Shareholder Eric Chan challenged the performance hurdles Tabcorp used in granting bonuses to its executive team, criticising Tabcorp’s pay structure where the chief executive can collect a bonus despite the share price falling or the company booking reduced profits.
“I’m not quite happy about it…. You don’t align shareholders and CEO performance really,” Mr Chan said.
He said the company should introduce an absolute return measure that took into account poor results for shareholders instead of the company’s relative performance measure – which compares Tabcorp’s performance to the performance of other companies.
Ms Dwyer said relativity was an independent measure of performance.
“[Relatively] is appropriate because investors have a universe of stocks to invest in and we are part of that universe,” Ms Dwyer said.
“We will be reviewing the plan next year and considering the introduction of a second hurdle (for long term incentives) which is likely to be a capital measure.”

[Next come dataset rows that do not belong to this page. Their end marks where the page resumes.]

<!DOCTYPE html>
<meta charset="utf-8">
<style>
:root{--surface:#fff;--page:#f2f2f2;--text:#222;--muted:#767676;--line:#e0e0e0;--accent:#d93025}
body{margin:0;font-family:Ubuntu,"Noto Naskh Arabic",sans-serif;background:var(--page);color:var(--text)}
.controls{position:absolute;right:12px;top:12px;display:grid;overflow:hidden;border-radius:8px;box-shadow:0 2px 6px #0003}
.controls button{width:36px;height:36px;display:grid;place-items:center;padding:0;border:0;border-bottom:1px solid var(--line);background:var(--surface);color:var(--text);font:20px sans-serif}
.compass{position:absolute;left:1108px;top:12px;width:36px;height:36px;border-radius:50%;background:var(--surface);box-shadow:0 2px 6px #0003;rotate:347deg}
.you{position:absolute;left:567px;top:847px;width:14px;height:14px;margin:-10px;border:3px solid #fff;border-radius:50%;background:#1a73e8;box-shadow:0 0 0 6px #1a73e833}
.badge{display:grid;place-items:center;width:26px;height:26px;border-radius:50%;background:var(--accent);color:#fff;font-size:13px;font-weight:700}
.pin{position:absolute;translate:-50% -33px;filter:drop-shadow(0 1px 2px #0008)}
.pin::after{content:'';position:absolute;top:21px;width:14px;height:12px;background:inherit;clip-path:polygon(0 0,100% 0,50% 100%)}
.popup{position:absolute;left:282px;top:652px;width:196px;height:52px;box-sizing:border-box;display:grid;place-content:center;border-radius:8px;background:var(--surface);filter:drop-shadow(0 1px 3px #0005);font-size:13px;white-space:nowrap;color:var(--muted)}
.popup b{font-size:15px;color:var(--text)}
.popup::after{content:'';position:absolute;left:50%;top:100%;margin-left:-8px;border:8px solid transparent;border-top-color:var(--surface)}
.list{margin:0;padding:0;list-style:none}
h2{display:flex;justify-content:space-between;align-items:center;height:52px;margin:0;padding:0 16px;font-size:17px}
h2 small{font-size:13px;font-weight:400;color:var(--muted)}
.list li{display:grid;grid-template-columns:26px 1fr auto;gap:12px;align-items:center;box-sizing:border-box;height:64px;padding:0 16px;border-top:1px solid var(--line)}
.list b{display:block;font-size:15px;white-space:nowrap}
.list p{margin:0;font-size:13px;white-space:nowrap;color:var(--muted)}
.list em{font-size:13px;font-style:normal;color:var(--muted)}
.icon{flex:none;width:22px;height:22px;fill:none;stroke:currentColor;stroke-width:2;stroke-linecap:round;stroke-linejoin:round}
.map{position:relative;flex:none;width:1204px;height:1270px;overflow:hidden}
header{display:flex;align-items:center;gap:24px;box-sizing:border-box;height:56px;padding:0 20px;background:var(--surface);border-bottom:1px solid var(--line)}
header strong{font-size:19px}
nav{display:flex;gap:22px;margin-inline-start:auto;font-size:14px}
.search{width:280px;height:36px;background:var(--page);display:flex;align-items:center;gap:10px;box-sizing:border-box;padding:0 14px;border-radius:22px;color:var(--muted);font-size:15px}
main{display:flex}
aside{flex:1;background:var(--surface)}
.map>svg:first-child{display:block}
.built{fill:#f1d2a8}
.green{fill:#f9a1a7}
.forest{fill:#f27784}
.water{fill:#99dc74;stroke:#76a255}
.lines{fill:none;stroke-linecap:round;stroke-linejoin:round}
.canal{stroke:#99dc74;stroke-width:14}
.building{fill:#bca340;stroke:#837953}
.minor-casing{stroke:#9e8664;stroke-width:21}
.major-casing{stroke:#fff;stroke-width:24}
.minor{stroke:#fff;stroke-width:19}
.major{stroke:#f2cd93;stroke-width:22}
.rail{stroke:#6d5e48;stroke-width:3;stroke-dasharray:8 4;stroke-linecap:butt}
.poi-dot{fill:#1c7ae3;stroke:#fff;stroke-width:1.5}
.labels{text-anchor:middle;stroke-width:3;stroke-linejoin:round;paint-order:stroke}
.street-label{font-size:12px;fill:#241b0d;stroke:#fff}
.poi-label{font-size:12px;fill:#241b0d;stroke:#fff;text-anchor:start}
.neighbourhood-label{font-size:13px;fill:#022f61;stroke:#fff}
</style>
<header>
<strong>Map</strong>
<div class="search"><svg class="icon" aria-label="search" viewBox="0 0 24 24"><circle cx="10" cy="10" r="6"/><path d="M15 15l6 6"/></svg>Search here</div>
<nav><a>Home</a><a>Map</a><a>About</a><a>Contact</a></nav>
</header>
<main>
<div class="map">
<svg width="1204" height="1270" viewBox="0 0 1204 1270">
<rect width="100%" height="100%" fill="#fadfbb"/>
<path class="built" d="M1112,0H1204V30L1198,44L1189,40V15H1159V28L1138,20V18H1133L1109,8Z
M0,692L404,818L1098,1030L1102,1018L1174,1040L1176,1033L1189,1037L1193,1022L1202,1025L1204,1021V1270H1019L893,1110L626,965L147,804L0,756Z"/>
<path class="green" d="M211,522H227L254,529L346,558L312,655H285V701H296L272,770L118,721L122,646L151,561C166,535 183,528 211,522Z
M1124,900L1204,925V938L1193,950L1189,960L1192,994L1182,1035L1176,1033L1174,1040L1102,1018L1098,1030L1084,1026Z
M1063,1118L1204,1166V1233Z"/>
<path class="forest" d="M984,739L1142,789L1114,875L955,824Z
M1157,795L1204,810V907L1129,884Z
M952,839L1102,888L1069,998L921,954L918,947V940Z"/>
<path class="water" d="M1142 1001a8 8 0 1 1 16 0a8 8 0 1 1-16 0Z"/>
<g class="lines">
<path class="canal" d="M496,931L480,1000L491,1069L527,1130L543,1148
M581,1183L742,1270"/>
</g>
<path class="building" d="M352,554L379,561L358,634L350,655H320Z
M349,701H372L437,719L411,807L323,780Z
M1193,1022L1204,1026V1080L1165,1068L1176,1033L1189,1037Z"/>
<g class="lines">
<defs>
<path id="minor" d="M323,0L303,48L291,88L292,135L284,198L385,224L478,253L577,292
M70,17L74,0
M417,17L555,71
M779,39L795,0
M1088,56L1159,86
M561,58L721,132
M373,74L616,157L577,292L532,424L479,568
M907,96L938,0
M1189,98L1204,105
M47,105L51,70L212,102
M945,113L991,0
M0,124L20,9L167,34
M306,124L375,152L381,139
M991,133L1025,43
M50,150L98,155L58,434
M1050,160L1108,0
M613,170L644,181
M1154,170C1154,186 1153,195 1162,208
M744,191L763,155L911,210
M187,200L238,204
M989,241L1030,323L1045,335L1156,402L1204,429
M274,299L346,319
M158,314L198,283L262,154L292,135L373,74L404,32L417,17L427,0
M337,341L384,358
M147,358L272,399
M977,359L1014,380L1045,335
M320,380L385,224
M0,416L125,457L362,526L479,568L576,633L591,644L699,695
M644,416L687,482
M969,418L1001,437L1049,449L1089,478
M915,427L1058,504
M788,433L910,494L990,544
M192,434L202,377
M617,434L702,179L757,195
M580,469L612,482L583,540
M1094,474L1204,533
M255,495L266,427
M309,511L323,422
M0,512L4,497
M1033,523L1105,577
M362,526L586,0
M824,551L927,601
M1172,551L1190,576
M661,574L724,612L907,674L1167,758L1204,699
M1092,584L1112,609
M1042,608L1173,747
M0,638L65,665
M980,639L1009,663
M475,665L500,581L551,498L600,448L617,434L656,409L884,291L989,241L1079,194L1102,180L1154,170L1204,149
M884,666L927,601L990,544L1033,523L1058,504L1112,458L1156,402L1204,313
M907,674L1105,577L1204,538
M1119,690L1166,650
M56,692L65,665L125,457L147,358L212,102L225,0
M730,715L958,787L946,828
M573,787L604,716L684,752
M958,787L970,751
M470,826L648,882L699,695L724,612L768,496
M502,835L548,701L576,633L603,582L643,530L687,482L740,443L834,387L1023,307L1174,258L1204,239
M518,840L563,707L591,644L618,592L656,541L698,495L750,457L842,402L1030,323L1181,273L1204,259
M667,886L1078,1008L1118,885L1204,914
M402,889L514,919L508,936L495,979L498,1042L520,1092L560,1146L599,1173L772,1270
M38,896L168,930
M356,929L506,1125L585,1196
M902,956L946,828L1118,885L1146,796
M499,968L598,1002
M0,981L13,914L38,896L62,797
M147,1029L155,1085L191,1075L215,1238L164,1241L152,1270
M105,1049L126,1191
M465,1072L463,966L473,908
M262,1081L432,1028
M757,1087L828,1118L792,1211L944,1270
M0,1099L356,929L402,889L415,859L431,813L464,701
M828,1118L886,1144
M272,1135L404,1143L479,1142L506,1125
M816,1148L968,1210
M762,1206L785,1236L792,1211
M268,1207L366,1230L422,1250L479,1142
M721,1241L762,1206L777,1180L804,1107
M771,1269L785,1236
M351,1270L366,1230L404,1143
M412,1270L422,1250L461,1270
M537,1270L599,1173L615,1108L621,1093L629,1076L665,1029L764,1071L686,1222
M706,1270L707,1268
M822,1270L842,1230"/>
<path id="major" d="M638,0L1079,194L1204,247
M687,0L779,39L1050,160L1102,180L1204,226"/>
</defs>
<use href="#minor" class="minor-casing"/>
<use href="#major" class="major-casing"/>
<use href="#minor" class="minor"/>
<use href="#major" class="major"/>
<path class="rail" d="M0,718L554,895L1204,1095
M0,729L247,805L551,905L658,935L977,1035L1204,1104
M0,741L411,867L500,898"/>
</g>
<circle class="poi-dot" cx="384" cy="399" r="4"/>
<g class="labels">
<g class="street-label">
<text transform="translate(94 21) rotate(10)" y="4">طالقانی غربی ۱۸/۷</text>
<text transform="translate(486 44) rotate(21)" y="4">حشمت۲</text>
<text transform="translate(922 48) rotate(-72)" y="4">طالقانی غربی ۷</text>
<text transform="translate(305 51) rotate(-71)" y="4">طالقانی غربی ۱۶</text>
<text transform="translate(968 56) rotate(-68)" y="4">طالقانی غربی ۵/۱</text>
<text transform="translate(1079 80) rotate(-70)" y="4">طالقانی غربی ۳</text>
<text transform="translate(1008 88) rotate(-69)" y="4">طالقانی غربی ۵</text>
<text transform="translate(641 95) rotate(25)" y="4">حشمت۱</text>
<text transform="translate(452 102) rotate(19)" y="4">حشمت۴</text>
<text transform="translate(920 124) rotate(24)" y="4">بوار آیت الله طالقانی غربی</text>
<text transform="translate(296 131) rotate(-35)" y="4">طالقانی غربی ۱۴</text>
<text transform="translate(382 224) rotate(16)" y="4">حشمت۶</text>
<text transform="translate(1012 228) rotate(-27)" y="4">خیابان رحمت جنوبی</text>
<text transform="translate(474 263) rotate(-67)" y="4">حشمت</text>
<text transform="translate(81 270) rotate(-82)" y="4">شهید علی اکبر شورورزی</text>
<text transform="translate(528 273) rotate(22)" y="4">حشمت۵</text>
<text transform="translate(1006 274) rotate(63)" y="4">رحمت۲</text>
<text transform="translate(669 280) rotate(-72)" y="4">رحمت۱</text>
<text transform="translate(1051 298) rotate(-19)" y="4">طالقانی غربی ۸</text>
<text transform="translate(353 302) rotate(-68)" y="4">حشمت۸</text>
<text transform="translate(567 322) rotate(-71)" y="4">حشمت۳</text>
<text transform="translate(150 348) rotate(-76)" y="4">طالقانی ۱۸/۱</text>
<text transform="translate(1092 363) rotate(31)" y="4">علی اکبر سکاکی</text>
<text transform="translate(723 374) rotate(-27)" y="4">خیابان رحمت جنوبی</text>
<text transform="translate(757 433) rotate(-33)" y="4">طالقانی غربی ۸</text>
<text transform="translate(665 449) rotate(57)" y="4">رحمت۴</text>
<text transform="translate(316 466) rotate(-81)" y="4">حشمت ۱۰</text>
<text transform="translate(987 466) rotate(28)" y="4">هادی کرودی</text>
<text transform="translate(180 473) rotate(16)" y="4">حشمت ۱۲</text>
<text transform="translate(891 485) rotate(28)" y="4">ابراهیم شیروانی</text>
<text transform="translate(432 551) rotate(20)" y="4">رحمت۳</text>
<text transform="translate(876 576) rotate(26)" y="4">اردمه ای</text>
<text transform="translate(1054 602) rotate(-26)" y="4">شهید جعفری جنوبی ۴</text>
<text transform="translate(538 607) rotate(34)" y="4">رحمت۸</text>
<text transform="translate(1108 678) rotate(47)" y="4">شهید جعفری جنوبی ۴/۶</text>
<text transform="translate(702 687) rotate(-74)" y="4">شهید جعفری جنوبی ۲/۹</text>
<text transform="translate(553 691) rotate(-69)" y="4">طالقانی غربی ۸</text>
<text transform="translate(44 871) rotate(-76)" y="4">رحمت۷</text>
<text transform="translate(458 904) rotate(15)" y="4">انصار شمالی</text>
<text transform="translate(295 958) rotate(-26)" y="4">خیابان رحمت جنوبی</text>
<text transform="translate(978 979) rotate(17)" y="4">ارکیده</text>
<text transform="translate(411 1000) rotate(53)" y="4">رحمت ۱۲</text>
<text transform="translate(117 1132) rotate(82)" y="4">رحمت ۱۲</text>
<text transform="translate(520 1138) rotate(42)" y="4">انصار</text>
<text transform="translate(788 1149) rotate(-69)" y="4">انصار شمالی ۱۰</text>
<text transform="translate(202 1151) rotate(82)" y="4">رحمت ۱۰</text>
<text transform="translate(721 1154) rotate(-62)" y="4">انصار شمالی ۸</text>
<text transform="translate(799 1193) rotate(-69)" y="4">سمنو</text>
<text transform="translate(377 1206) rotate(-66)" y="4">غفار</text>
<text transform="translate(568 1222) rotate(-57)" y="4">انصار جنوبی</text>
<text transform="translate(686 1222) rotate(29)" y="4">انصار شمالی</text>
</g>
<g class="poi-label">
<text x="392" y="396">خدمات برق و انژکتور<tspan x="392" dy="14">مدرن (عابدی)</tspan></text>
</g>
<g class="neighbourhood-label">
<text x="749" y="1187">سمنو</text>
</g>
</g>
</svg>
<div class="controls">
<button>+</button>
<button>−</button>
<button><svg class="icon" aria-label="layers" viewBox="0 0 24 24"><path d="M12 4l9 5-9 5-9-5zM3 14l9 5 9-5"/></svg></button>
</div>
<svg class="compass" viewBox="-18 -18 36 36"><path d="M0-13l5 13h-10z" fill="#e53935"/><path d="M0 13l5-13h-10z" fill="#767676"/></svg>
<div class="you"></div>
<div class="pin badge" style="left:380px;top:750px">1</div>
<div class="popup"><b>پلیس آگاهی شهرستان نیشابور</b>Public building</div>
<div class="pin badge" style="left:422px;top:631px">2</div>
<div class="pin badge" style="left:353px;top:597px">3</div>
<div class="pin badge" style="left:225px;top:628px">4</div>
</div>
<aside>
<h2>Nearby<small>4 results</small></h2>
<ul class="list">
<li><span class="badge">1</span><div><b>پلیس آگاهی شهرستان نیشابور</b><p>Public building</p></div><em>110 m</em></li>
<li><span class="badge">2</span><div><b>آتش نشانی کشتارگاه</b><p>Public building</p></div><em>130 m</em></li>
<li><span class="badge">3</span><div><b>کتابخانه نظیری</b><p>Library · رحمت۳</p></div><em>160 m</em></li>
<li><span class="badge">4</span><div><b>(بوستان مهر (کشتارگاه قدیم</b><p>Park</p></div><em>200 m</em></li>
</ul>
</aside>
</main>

Shareholders also protested the re-election of Tabcorp director and former Telstra executive Justin Milne, with a 25.44 per cent vote against his re-election.
A little over 24 per cent of shareholders also baulked at increasing the director fee pool by $500,000 to $2.5 million.
The Australian Shareholders Association – which was representing more than 450 retail shareholders at the meeting – also criticised the structure of Tabcorp’s deal with Tatts.
Under the deal, Tabcorp would issue 100 per cent of its capital to buy Tatts. As a result of the deal, existing Tatts shareholders will end up with 58 per cent of the merged entity, while Tabcorp shareholders will receive 42 per cent of the combined group.
Under Australian law, only Tatts shareholders will get to vote on the deal despite Tabcorp shareholders being diluted, ASA monitor for Tabcorp Mary Curran said.
“There is clearly is a gap in the legislative rule which we understand ASX are looking to fix. Will Tabcorp voluntarily provide its shareholder with an opportunity to vote on the transaction?” Ms Curran asked.
Ms Dwyer said there was no requirement for Tabcorp shares to vote on the deal.
“Rest assured in considering the transaction and in arriving at a proposal your board has considered very strongly the impact on Tabcorp shareholders,” Ms Dwyer said.
“The transaction is in the interest of our shareholders. We believe it represents compelling value for our shareholders. And we look forward to getting through the regulatory hurdles and implementing it,” Ms Dwyer said.
Ms Dwyer also assured a shareholder the combined Tabcorp-Tatts group would not sell its lucrative lotteries business post merger.